Three brothers were hit by live fire, and a 72-year-old was shot in the foot. Settlers stole more than 100 sheep, according to separate reports from the Palestine Red Crescent Society, Wafa and Israeli field monitor Jonathan Pollack. Israeli soldiers reportedly fired alongside them and blocked Red Crescent crews from reaching the wounded.
On May 31, Israeli forces also killed 26-year-old Imad Ishtayeh as he attempted to cross Israel’s separation barrier near ar-Ram in search of work. Videos that circulated on social media showed his limp body being carried down from the wall.
Elsewhere, field reports described settlers torching homes and vehicles — including one filmed incident in which settlers pushed a Palestinian’s car off a cliff near Deir Abu Mash’al after the owner, who survived the ordeal, refused to hand over the keys of his car.
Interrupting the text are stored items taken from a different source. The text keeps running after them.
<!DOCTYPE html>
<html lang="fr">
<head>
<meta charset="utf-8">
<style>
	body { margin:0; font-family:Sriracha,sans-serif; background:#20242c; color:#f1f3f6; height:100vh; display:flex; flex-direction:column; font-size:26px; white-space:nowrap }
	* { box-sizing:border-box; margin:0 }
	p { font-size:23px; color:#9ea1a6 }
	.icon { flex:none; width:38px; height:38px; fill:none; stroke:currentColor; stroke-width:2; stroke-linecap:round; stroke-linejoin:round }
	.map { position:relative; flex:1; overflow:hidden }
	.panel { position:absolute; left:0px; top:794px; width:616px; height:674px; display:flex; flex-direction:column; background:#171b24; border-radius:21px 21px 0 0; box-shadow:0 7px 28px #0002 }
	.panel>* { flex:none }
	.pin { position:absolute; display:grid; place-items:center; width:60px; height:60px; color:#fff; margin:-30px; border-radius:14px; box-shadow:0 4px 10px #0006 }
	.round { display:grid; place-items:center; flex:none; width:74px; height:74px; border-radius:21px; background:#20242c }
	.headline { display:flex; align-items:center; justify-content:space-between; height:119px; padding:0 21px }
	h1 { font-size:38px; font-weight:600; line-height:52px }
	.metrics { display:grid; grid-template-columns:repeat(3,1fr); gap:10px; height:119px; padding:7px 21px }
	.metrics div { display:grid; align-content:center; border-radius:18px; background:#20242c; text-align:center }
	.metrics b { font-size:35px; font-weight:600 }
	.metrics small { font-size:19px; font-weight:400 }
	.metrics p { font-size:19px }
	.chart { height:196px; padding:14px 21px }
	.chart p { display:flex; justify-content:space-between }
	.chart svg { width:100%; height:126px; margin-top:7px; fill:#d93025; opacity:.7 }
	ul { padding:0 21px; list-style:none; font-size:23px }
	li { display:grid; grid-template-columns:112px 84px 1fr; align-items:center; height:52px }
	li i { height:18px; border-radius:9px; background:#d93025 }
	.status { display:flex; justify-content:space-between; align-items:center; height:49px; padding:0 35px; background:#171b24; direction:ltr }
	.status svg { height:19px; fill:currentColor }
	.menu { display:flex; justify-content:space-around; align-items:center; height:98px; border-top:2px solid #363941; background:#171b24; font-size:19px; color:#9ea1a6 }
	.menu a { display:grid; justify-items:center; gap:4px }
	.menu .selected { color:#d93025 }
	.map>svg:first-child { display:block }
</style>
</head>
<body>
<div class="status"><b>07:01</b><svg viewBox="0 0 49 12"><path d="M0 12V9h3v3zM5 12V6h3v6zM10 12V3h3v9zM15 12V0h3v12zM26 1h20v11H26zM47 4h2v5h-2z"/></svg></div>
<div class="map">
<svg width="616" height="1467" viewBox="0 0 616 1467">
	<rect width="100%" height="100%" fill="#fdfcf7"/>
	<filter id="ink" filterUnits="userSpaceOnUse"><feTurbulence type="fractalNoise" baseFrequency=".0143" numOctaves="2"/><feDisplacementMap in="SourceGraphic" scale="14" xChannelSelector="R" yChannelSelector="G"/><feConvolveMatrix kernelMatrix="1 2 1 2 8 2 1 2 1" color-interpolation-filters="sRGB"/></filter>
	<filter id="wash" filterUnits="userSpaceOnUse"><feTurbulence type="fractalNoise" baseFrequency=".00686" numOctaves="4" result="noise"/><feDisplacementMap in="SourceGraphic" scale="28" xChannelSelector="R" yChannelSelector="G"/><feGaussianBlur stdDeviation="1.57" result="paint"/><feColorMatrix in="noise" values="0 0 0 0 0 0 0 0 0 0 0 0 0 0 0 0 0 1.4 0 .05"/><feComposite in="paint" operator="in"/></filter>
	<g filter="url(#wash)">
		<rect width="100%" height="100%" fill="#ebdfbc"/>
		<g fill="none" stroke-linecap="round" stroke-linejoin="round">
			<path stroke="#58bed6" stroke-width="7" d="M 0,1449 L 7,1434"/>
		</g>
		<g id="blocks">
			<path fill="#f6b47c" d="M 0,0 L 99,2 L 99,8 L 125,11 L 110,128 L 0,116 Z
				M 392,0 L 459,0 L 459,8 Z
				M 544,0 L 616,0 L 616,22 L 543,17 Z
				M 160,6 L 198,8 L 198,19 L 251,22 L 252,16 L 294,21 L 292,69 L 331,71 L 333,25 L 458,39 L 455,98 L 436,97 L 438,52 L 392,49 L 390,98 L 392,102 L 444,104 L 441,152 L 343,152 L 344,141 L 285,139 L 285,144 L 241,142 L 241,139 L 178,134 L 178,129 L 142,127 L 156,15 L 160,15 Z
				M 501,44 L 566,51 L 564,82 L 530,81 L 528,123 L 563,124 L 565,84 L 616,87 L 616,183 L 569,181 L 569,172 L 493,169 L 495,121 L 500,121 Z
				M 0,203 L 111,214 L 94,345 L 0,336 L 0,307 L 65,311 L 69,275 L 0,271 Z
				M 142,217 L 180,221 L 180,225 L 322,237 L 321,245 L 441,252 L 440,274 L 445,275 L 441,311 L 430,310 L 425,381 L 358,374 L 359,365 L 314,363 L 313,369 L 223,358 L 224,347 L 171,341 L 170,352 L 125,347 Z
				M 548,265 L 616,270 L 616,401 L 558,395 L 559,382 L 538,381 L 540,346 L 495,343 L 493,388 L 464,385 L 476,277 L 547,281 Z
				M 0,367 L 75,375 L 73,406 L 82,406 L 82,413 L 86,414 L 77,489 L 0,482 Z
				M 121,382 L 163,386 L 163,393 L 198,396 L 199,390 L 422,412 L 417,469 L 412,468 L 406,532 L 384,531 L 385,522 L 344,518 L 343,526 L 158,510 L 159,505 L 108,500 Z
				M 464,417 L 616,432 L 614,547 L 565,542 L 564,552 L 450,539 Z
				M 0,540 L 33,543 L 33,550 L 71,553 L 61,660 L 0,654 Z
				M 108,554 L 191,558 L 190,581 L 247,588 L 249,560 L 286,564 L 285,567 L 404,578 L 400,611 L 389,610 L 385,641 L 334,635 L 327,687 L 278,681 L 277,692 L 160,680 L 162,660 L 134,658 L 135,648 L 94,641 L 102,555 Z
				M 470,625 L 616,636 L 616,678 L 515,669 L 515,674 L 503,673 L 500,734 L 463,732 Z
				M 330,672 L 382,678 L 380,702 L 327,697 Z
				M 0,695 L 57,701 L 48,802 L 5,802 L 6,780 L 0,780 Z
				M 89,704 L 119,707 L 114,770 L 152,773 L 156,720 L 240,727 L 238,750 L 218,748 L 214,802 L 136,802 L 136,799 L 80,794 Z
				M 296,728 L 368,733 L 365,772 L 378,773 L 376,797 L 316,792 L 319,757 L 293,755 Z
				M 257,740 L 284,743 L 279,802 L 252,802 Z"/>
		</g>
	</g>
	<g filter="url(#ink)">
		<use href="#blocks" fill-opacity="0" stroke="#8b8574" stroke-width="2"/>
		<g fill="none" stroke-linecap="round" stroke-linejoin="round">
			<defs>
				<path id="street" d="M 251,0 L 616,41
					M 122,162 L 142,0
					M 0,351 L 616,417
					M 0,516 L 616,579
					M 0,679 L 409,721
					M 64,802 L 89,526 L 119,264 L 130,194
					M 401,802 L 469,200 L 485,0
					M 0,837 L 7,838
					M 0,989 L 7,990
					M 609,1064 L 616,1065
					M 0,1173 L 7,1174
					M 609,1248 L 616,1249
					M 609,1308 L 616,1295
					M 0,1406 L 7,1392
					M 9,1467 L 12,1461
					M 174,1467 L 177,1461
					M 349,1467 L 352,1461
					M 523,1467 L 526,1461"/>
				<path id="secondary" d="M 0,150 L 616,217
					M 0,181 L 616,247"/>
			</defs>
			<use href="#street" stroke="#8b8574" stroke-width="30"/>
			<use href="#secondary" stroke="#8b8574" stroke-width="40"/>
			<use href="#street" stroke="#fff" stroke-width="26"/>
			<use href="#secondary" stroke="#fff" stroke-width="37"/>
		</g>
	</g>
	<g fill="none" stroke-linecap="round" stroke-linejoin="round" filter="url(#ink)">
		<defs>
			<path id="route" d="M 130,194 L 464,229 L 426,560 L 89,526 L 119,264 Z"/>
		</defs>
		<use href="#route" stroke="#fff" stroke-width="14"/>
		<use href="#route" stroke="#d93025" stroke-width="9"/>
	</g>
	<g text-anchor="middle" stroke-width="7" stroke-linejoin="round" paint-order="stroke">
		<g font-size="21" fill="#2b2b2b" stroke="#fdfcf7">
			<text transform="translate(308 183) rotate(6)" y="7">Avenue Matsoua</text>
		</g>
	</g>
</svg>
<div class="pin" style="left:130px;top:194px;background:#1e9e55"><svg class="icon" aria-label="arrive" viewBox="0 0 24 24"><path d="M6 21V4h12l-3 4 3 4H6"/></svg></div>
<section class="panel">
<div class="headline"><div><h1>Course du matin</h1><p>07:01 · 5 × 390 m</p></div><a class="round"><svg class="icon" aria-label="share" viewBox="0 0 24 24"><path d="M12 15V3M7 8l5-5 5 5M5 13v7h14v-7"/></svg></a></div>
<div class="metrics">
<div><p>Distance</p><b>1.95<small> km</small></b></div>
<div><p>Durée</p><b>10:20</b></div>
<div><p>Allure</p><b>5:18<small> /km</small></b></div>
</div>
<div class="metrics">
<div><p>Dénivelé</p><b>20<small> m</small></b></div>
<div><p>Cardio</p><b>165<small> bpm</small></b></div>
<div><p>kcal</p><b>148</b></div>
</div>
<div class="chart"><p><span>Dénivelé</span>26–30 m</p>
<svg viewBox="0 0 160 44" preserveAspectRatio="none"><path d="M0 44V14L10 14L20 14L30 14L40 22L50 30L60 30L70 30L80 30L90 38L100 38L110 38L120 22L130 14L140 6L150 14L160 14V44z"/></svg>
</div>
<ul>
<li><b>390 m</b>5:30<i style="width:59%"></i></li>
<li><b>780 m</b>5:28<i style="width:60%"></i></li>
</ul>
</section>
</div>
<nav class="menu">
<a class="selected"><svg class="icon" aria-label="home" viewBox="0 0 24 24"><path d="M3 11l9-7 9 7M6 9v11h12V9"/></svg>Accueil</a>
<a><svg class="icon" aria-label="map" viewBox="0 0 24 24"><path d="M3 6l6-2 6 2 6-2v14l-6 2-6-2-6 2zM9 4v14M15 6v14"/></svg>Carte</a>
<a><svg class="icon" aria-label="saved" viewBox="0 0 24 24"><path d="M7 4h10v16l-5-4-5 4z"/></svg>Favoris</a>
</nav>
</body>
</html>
Reports from Wafa and local activist networks described repeated settler raids on Bedouin communities across Masafer Yatta, including the assault of a woman and her grandson in Khirbet al-Markaz. There were also reports of soldiers detaining shepherds, including a woman aged over 60.
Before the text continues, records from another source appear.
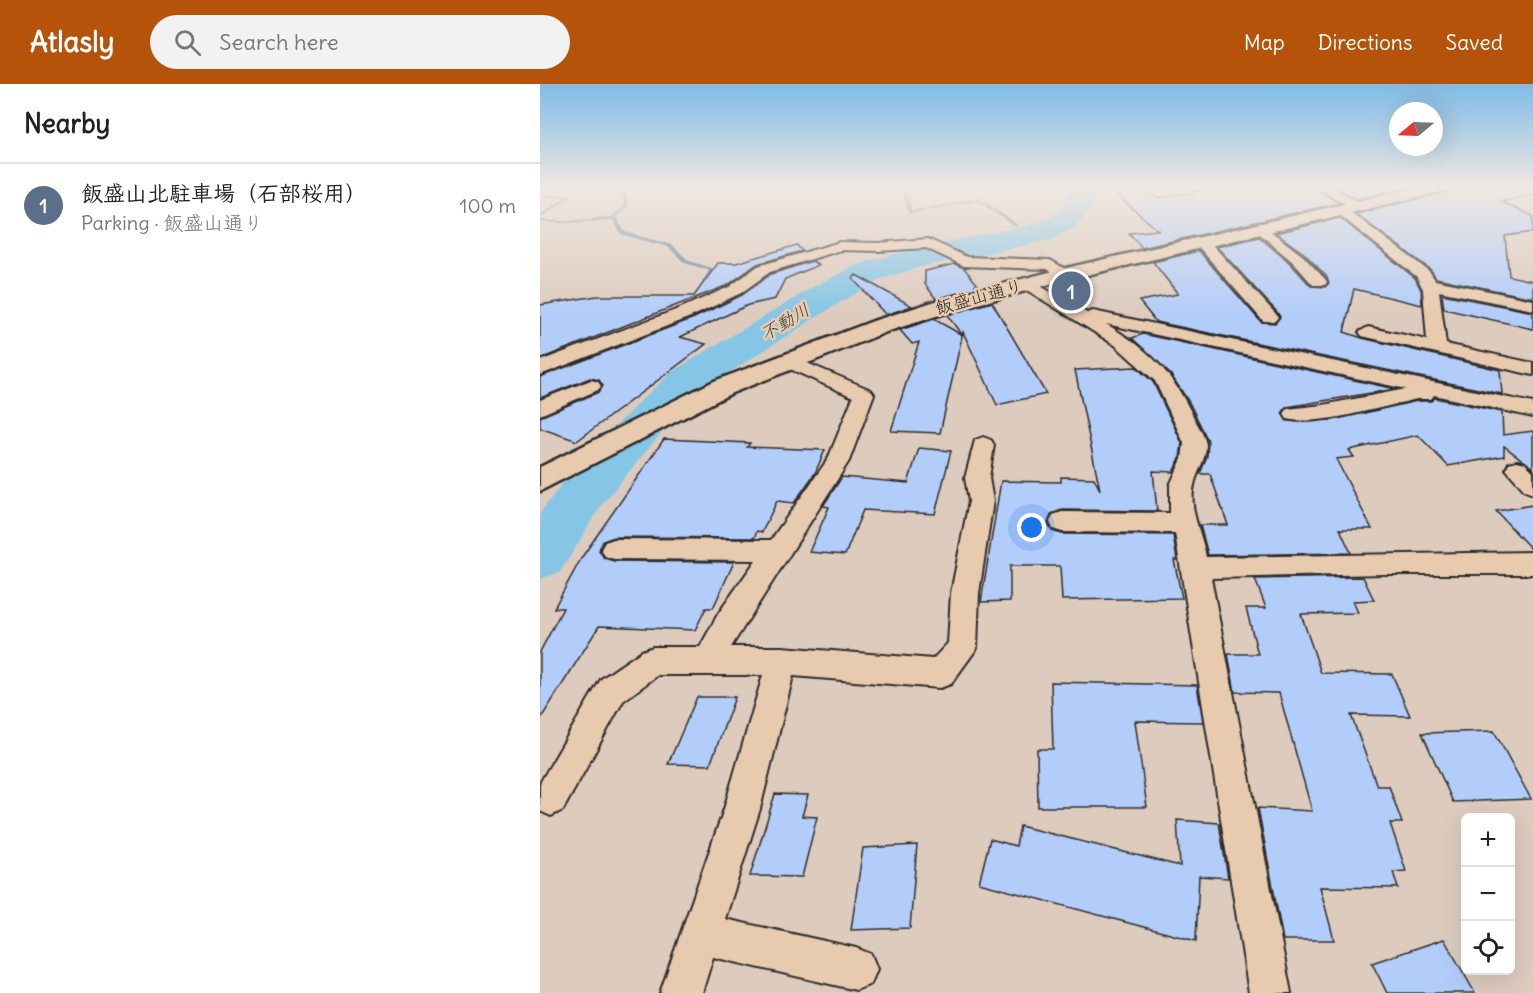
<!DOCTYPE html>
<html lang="en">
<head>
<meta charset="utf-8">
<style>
  body { margin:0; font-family:Delius,"Klee One",sans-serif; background:#f2f2f2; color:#222 }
  .controls { position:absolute; right:18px; bottom:18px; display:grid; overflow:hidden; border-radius:9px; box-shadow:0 6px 24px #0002 }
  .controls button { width:54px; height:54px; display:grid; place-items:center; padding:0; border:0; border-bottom:2px solid #e0e0e0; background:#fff; color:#222; font:30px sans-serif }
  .compass { position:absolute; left:849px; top:18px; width:54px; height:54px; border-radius:50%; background:#fff; box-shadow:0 6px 24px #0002; rotate:251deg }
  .you { position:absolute; left:492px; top:444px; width:21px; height:21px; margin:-15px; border:4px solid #fff; border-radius:50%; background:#1a73e8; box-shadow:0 0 0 9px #1a73e833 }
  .badge { display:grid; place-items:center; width:39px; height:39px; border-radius:50%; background:#b45309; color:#fff; font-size:20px; font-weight:700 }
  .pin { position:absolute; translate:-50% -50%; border:3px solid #fff; box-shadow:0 2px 6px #0006 }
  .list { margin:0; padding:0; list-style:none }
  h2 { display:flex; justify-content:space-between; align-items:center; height:78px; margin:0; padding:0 24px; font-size:26px }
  h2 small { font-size:20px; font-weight:400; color:#767676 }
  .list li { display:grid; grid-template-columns:39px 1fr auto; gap:18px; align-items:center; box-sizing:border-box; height:84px; padding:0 24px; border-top:2px solid #e0e0e0 }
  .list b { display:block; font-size:22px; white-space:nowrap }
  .list p { margin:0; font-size:20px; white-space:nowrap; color:#767676 }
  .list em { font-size:20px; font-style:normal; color:#767676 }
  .icon { flex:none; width:33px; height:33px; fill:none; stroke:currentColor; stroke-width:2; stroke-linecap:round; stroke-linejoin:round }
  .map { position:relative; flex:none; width:993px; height:909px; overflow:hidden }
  header { display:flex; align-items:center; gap:36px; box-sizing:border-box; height:84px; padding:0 30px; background:#b45309; color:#fff }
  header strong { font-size:28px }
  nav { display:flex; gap:33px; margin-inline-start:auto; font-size:21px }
  .search { width:420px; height:54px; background:#f2f2f2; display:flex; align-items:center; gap:15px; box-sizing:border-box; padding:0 21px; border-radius:33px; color:#767676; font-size:22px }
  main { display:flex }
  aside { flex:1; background:#fff }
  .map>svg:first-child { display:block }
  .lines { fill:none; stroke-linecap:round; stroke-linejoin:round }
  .stream { fill:#61889b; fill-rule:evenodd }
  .river { fill:#85c6e6; fill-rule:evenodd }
  .building { fill:#b3cdfa; stroke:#2b2b2b; stroke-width:1.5 }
  .street-casing { stroke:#2b2b2b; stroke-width:4 }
  .secondary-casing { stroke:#2b2b2b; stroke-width:5 }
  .street { fill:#e8cbaf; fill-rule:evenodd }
  .secondary { fill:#e8cbaf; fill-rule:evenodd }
  .labels { text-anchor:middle; stroke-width:5; stroke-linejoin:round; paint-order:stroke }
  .far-street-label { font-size:18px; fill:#2b2b2b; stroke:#e8cbaf }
  .far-water-label { font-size:18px; font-style:italic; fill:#384247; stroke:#e8cbaf }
</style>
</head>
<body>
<header>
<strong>Atlasly</strong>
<div class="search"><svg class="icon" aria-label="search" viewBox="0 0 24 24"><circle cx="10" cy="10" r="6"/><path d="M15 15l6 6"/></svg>Search here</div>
<nav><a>Map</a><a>Directions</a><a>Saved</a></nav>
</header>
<main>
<aside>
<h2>Nearby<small></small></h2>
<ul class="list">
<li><span class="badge" style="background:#5c6f8a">1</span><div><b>飯盛山北駐車場（石部桜用）</b><p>Parking · 飯盛山通り</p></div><em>100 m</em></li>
</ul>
</aside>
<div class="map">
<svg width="993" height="909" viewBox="0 0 993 909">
  <rect width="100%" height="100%" fill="#ddcbbe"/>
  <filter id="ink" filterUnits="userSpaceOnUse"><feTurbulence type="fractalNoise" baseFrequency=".0167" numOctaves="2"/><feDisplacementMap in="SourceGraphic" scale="12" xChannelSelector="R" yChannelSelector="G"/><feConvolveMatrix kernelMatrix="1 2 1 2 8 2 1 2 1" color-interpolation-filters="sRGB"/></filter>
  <g filter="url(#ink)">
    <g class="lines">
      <g class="stream">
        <path d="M82,102H86L88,123L76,133L85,148L132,161L149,177L172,184L175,187L167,199L162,198L169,187L168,186L145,179L128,163L81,150L73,136L26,139L0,138V136L26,137L70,133L84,123Z"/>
        <path d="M344,102C366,102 367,107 372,127L439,114L478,141L474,142L438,117L368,130L363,110L357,105Z"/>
        <path d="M0,111H31L33,112L0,134V131L26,113H0Z"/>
      </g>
      <path class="river" d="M527,102H553L557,108L552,124L533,145L511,156L380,183L341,195L299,219L163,305L129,340L63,419L20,488L0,495V429L27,393L97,320L133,287L273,203L317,181L373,165L491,141L511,133L525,121L529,108Z"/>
    </g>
    <g class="building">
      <path d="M566,102H601L617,114L689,102H772L799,119L602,164L589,149L618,146Z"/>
      <path d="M793,102H874L817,115Z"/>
      <path d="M913,102H990L991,111L961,118L993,132V148L965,152L969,192L993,197V214L896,194L891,186L816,130L904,109Z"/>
      <path d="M800,134L875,194L881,206L882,221L814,205L804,248L822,254L960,286L962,310L616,238L599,217L638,210L613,178L659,167L721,238L735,239L740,233L737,228L677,163L719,153L751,180L771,202L785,203L789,199L787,193L765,170L736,149Z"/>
      <path d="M257,161L262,167L217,180L188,201L0,275V221L57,212H154L178,179H196Z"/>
      <path d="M272,177L279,181L245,195L235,215L208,221L140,253L166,260L37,357L0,344V333L59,308L63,302L59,296L50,294L0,314V293L154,234L202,211L231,190Z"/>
      <path d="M415,180L424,184L438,201H435L437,204L396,215L385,200V187Z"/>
      <path d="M316,191L372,222L346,231L313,195Z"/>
      <path d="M902,210L993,228V245L904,225Z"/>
      <path d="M452,218L506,310L457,321L423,248L400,349L351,347L379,258L372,260L360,246L394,235L422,251L407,231Z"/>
      <path d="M603,250L855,305L747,323L742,329L747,337L793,336L877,317H891L895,314L962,328L963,351L993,347V384L964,362V372L908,382L878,351L809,366L814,373L796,375L832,445H800L811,469L668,471L660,441H688L670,390H660L667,372L668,357L649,318L631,291L592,254Z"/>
      <path d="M596,283L613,298L642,359L640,374L633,388L613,387L617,427L522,426L511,430L508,439L512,447L522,450L633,451L637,476H634L642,514L522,516L520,482H470V517L441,518L461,397L521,398V393L554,394L560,406L535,286Z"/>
      <path d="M124,355L210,359L207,363L285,366L275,389L254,419L237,417L222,448L217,447L214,454L74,453L63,457L59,466L64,474L74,477L194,478L173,524H166L155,546L59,542L0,636V568L23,524H14L42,473Z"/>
      <path d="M379,364L411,367L395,430L323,426L305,471L269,468L289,423L283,422L302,393L368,399Z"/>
      <path d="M993,421V466H992L956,427Z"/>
      <path d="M823,493L834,516L813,517L818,529L761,530L781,589L852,590L870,632L811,631L837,702H849L862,739H850L866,787L853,788L858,804L780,803L794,856H743L718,724L772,727L739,609L695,608L688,570H718L706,524H726L715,495Z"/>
      <path d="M511,598L657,601L663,638L595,637L607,723H498L497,665H513Z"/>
      <path d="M157,613H195L170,681L128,680Z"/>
      <path d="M954,647L991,715L913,718L882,649Z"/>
      <path d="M235,710L268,711L262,732L277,733L262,793L210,792Z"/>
      <path d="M637,736L679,739L688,794L659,792L656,857L439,799L450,755L476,762L480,742L640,782Z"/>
      <path d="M377,761L370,844L311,846L323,764Z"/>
      <path d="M904,855L935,909H847L832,879Z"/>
    </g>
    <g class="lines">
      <g class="street-casing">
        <g id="street">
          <path d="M774,102H789L824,121L817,125L812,124Z"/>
          <path d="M801,121L890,188L895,196L993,216V226L899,207L906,260L993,279V291L822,252L819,248L828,243L887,256L883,205L877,193L796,128V122Z"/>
          <path d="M720,139L763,172L785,195L787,198L785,201H773L753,178L715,146L713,143Z"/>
          <path d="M661,153L666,154L735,229L738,233L735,237H723L656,160L654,157Z"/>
          <path d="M388,155L427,173L510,176L534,190L526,195L507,185L424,182L386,164L338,167L301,166L230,188L201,209L153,232L0,291V277L141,224L189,203L218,182L300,158L338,159Z"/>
          <path d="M488,195L547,229L553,227L993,319V333L894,311L891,315H877C844,322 777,343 747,335L744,330L747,325L783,321L866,305L566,240C610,266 633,289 655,336C659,343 665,353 666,361C666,376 657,387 654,401C648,426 662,449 666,473L993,468V490H844L671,494L751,909H709L635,449L522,448L513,445L510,438L513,431L522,428L630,429V401L642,375L644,359L615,297L575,261L482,203L480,200L482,197Z"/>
          <path d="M248,271L331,306L334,310L309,377L191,563H242L393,575L408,559L411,509L429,417L425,394L435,356L443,353L451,356L454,361L449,394L453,417L439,509L437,564L411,600L400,604L253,592L220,725L185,835L316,864L331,870L337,885L331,900L316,906L173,873L162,909H120L184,725L223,591H118L83,617L23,726L11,732L0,727V699L61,595L102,567L113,563H160L178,530L216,476L74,475L65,472L61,465L65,458L74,455L231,456L288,375L313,313L241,281L239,277L241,273Z"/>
          <path d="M51,296L58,298L61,302L58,306L0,331V316Z"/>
          <path d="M977,377L985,379L993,387V410L985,407L966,385L969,379Z"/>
        </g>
      </g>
      <g class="secondary-casing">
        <path id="secondary" d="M883,102H911L903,107L530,195L415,226L349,247L192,309L0,407V383L174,297L333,237L399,216L526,184Z"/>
      </g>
      <use href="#street" class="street"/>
      <use href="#secondary" class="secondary"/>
    </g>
  </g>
  <linearGradient id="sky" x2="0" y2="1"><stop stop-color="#80bbe7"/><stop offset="0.45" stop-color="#f0e8e2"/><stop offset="1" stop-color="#f0e8e2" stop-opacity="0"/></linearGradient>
  <rect width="993" height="229" fill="url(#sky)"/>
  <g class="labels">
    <g class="far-street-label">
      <text transform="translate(439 213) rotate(-15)" y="6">飯盛山通り</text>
    </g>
    <g class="far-water-label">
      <text transform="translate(245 238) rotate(-31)" y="6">不動川</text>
    </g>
  </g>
</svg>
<div class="controls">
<button>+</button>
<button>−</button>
<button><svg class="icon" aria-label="locate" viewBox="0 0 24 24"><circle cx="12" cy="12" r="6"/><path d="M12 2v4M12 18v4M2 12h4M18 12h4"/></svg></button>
</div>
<svg class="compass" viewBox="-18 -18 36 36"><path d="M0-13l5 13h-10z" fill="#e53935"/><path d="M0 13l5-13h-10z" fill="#767676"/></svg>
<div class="you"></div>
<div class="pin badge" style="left:531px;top:207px;background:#5c6f8a">1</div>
</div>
</main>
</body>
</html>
Settlers also stabbed and wounded a resident defending his home in Qusra, chased schoolchildren in Kisan, and looted a school under construction in Rammun.
In the Jordan Valley, soldiers and the settler Neria Shalem stormed Khirbet Hamsa — a small hamlet still recovering from a harrowing assault involving sexual torture and the theft of 350 sheep.
Local activist networks reported that Israeli forces closed the Ibrahimi Mosque in Hebron for several days and imposed a three-day curfew on Beit Ummar. Videos on May 31 showed dozens of settlers raising Israeli flags and chanting the national anthem inside the Al-Aqsa Mosque compound, drawing condemnations from Jordan, which has custodianship over Jerusalem’s holy sites.
In occupied East Jerusalem, families were forced to demolish seven homes in Qalandiya and others in Beit Hanina, while Israeli municipal crews razed a restaurant near Damascus Gate and homes in Silwan. This continued an 18-month campaign of Israeli harassment that has forcibly displaced more than 50 families in Silwan so far.
Separately, two Israeli teenage girls were wounded, one seriously, in an alleged car-ramming at the Gush Etzion junction in the West Bank on May 31. The assailant, a Palestinian from the Hebron area, was shot dead at the scene.